Ventura County Senior Deputy District Attorney Maeve Fox is bent on punishing fourteen-year-old murder suspect Brandon McInerney - to death. She’s already bypassed any legal scenario where Larry King’s alleged teenage killer might get a fitness hearing to determine whether or not he is amenable to rehabilitation through juvenile court, by deciding to directly file the case in adult court. With thirty witnesses saying that Brandon shot Larry, and at least 51 mandatory years facing Brandon, he’s as good as dead.

Or is he?

HELP COULD BE ON ITS WAY

Not if his lawyers can help it. As reported here first, Brandon’s father fired his previous attorney and has brought on a team of young and aggressive lawyers who drive up from LA, while paying their costs out of their own pockets, just to try to save a kid’s life. And then when they get here, they get to listen to the DA, Maeve Fox, oppose the motion by telling the court, and all the world, that their motion is “Bush League.”

Scott Wippert, Robyn Bramson, Josh Solberg, and Summer McKiever head a defense that has filed a motion to discover documents in possession of the district attorney to show how Ventura County prosecutors decide when juvenile offenders will be tried in adult court. If granted, this motion would inform them, and the world, as to what factors the Ventura DA uses in charging juveniles as adults, and, in particular, what they considered when filing Brandon’s case in adult court earlier this year. But, of course, Maeve Fox has other ideas.

BUSH LEAGUE

“Guess what?” the senior Deputy District Attorney says about Brandon’s attorneys request. “They aren’t entitled to know what is mulling around in the DA’s mind.”

Say what? Who exactly does Ms. Fox think she is? She’s not the district attorney, that’s for sure. That job belongs to Gregory Totten. Secondly, Mr. Totten was elected by the People of the county of Ventura. We voted him into office, and he represents us: the People. And yes, I do vehemently disagree with Ms. Fox and her severe punish-to-the-max-with-no-compassion mentality. I believe that we the People of the county of Ventura do have a right to know what our duly elected district attorney is doing to our children who are accused of serious crimes.

A NOVEL APPROACH

Wippert, Bramson, Solberg, and McKiever are attempting to do something that no one else may ever have attempted. It’s a novel legal approach to breathe life into the darkness of not only a very ugly case that may ultimately take the life of two of our teenage citizens, but also of what goes on in the Ventura County District Attorney’s office. And it may be the only chance Brandon McInerney has to survive.
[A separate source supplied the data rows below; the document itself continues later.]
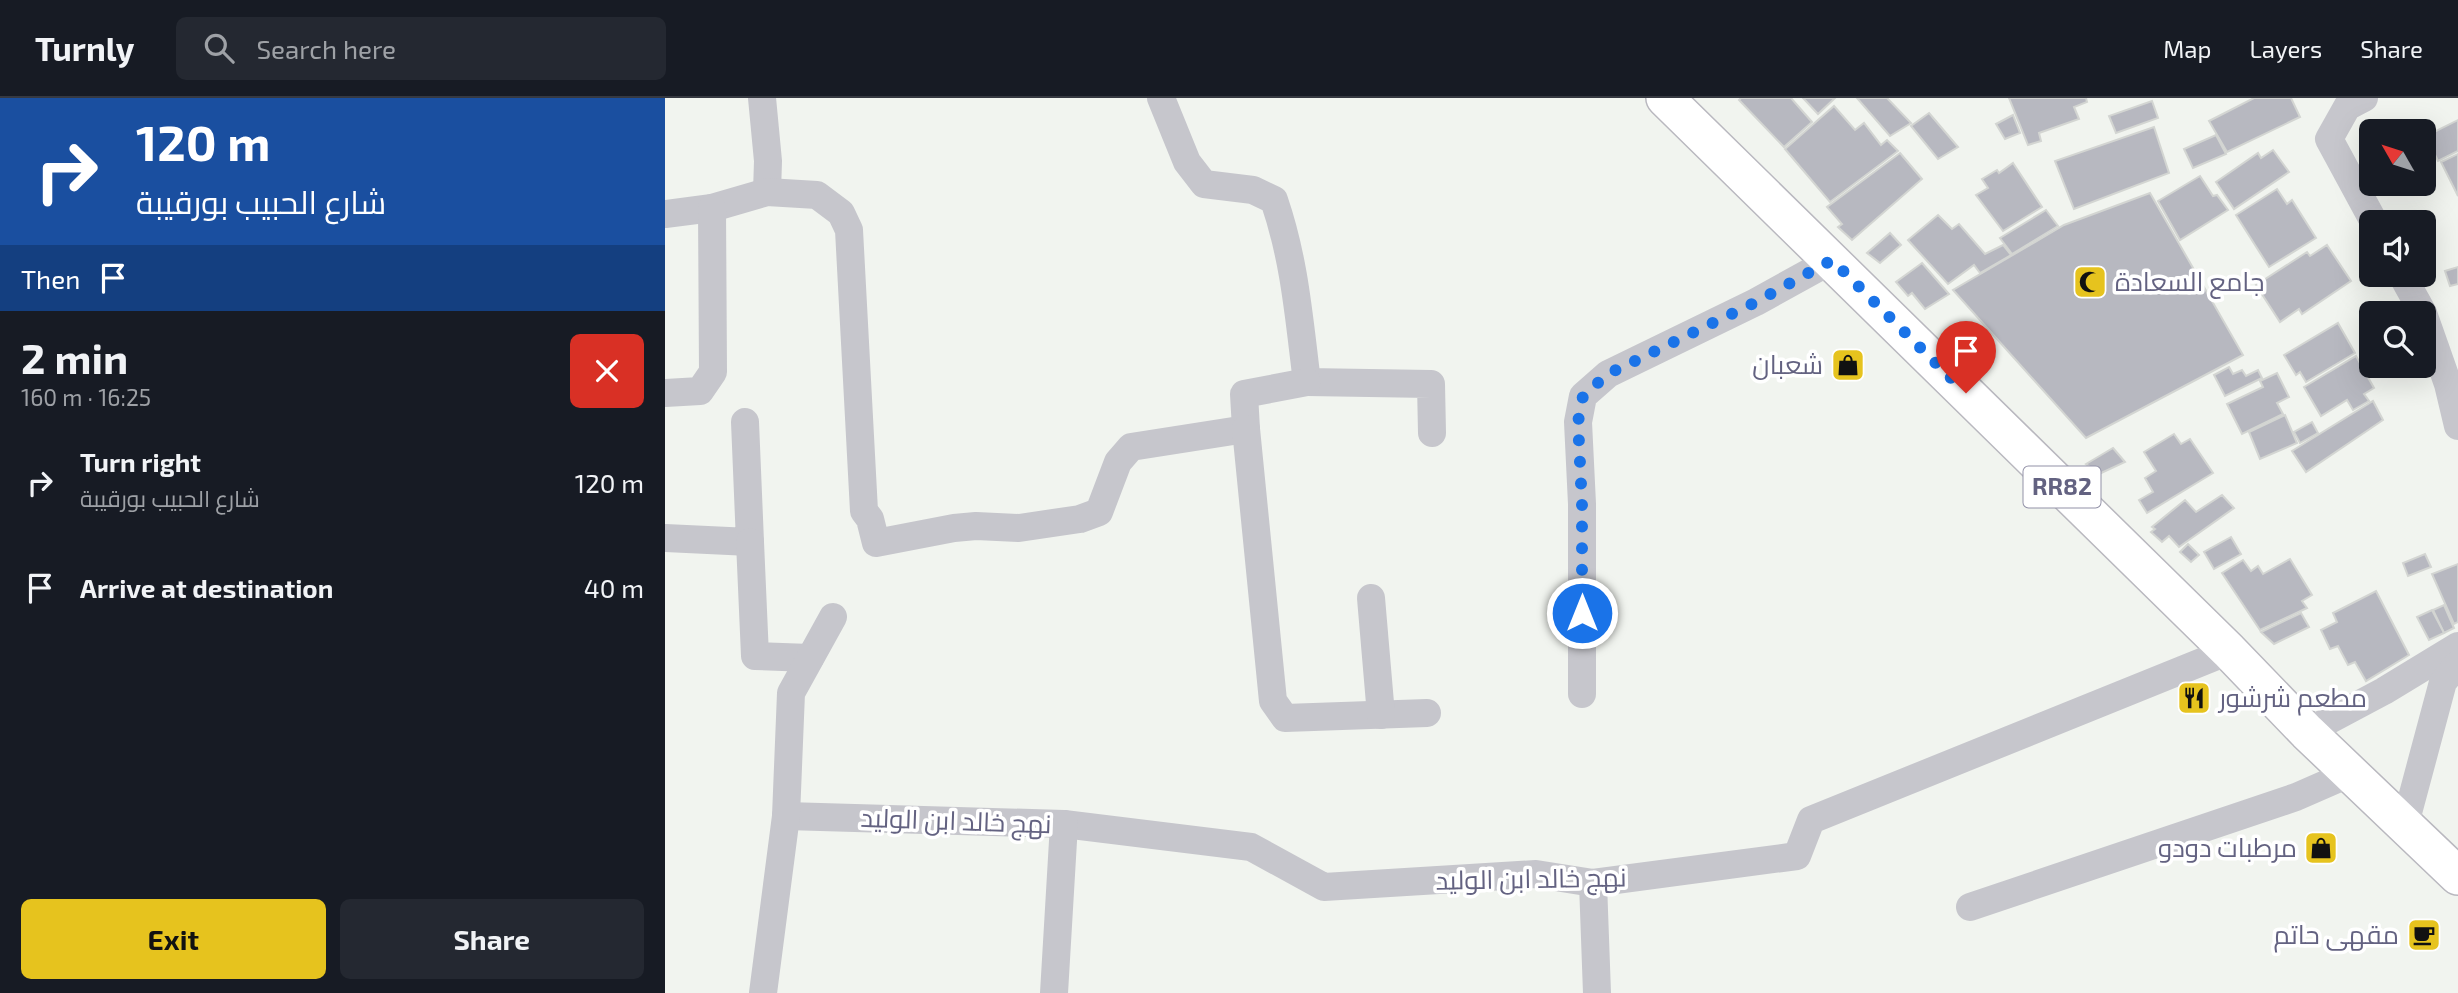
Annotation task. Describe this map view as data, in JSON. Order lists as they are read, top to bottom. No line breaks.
{"streets":{"main road":["RR82"],"street":["نهج خالد ابن الوليد"]},"crossings":[["RR82","نهج خالد ابن الوليد"]],"places":{"mosque":["جامع السعادة"],"shop":["شعبان","مرطبات دودو"],"restaurant":["مطعم شرشور"],"cafe":["مقهى حاتم"]},"north":"top left","page":{"header":"Turnly","search":"Search here","nav":["Map","Layers","Share"],"turn":["120 m","شارع الحبيب بورقيبة"],"then":"Then","heading":["2 min","160 m · 16:25"],"list":[{"name":"Turn right","note":"شارع الحبيب بورقيبة","value":"120 m"},{"name":"Arrive at destination","value":"40 m"}],"buttons":["Exit","Share"]}}
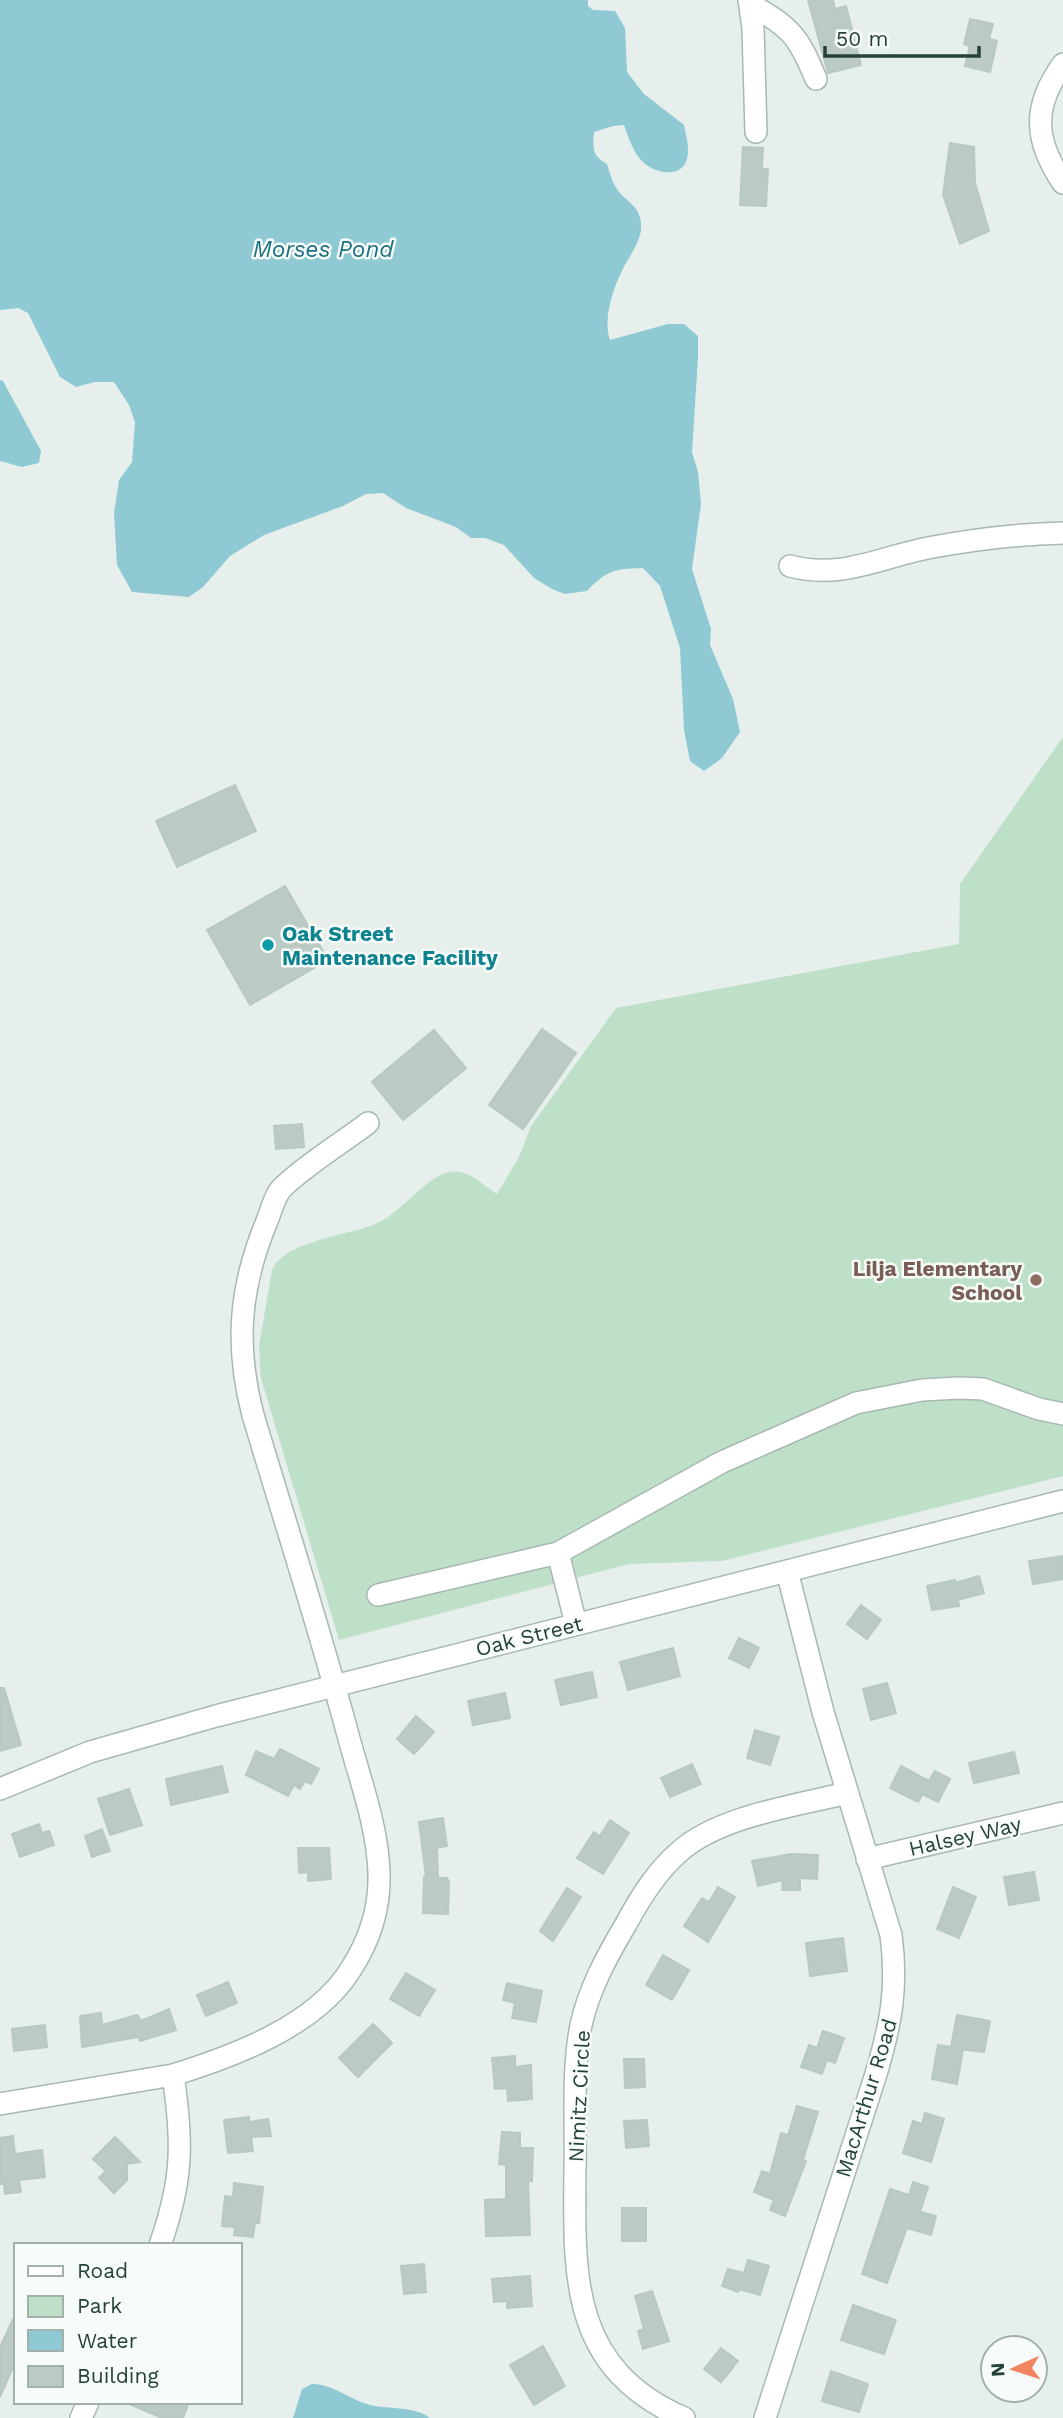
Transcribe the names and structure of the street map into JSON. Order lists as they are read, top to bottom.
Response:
{
  "streets": {
    "street": [
      "Oak Street",
      "Halsey Way",
      "Nimitz Circle",
      "MacArthur Road"
    ]
  },
  "crossings": [
    ["Oak Street", "MacArthur Road"],
    ["Halsey Way", "MacArthur Road"],
    ["Nimitz Circle", "MacArthur Road"]
  ],
  "water": ["Morses Pond"],
  "places": ["Oak Street Maintenance Facility", "Lilja Elementary School"],
  "legend": [
    "Road",
    "Park",
    "Water",
    "Building"
  ],
  "scale_bar": "50 m",
  "north": "left"
}
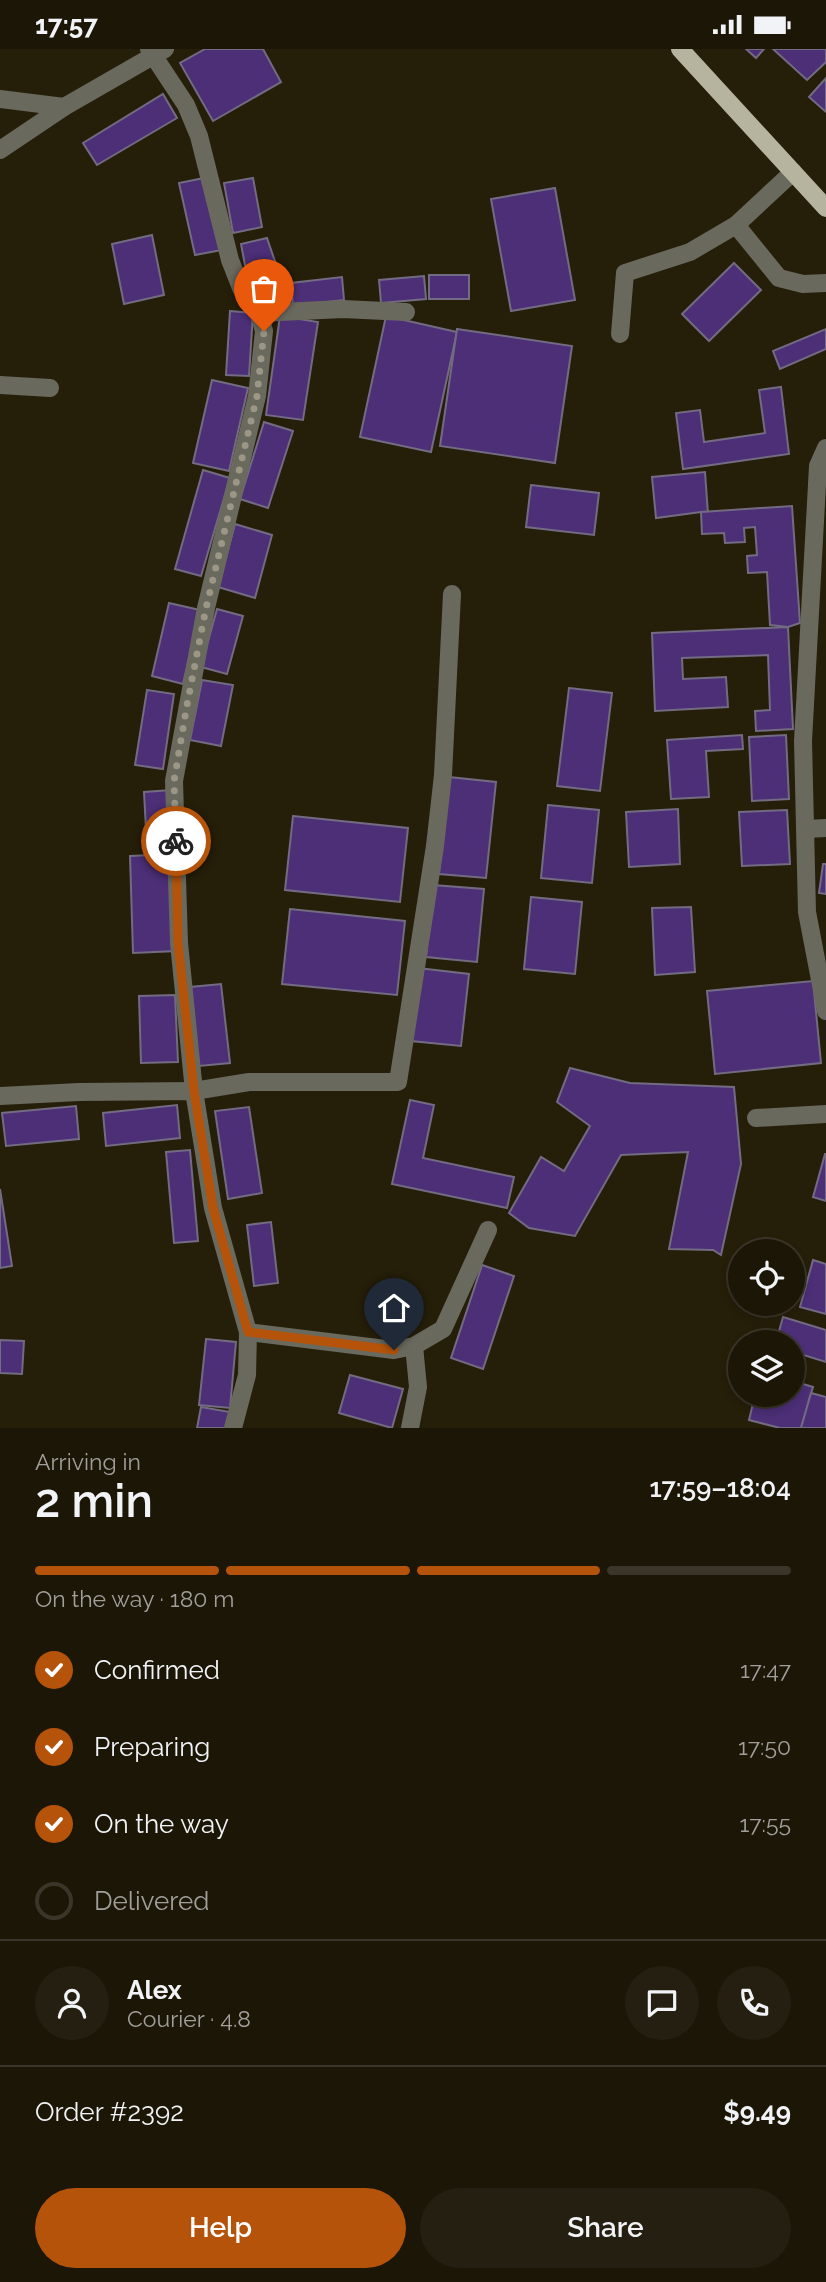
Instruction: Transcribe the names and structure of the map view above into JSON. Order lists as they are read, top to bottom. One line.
{"page":{"status":"17:57","heading":["2 min","Arriving in","17:59–18:04"],"panel":["Alex","Courier · 4.8","Order #2392","$9.49"],"bar":"On the way · 180 m","list":[["Confirmed","17:47"],["Preparing","17:50"],["On the way","17:55"],"Delivered"],"buttons":["Help","Share"]}}
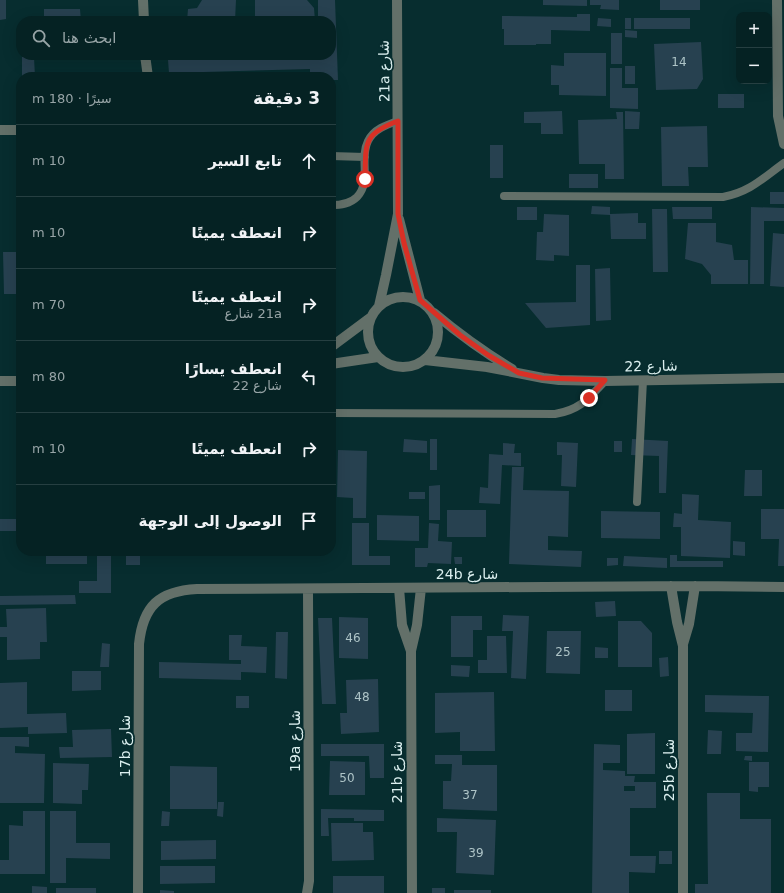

Because of the way Fox has chosen to charge the case, Brandon is as good as a dead boy walking. But with four attorneys who possess a determination the size of the Pacific, and with a little help from a courageous appellate court, Brandon just may, ultimately, win the right to a fitness hearing to determine if he might actually be amenable to rehabilitation, be tried in juvenile court, and earn the right to turn his life around.

QUESTIONS AND ANSWERS WITH THE ATTORNEYS

After court, Wippert, Bramson, and Solberg took a few moments to explain what they’re trying to do, and why it could be so important to all the voters in the state of California.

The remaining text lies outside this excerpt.